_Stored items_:
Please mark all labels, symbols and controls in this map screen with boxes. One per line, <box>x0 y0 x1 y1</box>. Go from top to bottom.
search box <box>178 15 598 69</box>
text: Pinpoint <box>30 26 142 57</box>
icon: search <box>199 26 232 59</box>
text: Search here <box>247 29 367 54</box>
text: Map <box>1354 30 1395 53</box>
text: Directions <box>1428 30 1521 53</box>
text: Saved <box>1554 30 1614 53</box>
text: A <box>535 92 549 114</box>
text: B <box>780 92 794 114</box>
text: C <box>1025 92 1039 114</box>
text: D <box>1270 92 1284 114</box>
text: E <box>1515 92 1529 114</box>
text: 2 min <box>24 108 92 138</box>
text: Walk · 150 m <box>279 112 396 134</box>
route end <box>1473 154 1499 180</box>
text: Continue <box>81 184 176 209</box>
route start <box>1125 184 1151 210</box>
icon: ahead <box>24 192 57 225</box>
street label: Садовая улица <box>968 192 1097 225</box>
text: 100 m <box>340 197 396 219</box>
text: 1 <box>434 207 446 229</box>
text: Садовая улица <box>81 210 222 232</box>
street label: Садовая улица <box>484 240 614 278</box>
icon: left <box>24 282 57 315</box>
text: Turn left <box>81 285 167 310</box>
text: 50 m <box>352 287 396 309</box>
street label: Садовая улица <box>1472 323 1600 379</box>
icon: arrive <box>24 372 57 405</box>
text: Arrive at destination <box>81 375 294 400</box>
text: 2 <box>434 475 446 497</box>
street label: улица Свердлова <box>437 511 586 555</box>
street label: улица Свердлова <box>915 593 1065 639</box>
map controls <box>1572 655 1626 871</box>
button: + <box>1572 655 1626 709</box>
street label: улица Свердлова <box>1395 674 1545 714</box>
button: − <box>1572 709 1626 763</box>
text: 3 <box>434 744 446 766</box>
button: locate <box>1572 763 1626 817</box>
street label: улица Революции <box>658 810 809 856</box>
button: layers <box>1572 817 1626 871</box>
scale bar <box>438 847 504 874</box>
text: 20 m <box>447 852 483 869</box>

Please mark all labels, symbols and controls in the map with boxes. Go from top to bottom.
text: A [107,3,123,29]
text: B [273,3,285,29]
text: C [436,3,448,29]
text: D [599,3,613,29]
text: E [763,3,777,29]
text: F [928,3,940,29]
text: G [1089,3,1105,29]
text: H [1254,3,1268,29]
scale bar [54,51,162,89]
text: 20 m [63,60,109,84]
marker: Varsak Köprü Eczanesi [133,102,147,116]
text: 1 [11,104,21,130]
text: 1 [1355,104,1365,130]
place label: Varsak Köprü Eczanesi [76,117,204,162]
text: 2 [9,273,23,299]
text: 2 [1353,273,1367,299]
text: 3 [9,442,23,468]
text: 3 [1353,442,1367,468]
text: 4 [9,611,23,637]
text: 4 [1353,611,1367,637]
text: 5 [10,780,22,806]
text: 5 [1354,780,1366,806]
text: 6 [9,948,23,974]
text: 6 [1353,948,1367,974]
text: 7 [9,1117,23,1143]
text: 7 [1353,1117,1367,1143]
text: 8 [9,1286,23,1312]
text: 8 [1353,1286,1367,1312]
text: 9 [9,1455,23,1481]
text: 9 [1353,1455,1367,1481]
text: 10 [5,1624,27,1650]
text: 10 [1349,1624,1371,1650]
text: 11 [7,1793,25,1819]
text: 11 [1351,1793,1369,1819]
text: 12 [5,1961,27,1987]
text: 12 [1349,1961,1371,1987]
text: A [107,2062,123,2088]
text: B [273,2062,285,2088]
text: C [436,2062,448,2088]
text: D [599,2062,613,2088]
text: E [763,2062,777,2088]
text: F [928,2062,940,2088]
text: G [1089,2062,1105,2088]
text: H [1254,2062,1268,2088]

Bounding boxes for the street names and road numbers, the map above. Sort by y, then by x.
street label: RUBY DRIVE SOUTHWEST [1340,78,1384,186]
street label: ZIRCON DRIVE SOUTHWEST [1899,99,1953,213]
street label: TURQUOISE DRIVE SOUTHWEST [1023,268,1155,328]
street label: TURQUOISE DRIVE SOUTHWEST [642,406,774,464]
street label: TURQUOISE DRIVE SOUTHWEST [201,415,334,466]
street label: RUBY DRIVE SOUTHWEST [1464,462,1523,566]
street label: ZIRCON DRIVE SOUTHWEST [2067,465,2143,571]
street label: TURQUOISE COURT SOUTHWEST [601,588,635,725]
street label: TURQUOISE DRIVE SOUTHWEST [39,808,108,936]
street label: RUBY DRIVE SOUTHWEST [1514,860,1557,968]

_Work to complete_:
A single figure is required: the number of lines in the entries that hold the string "DRIVE".

_Response area_:
9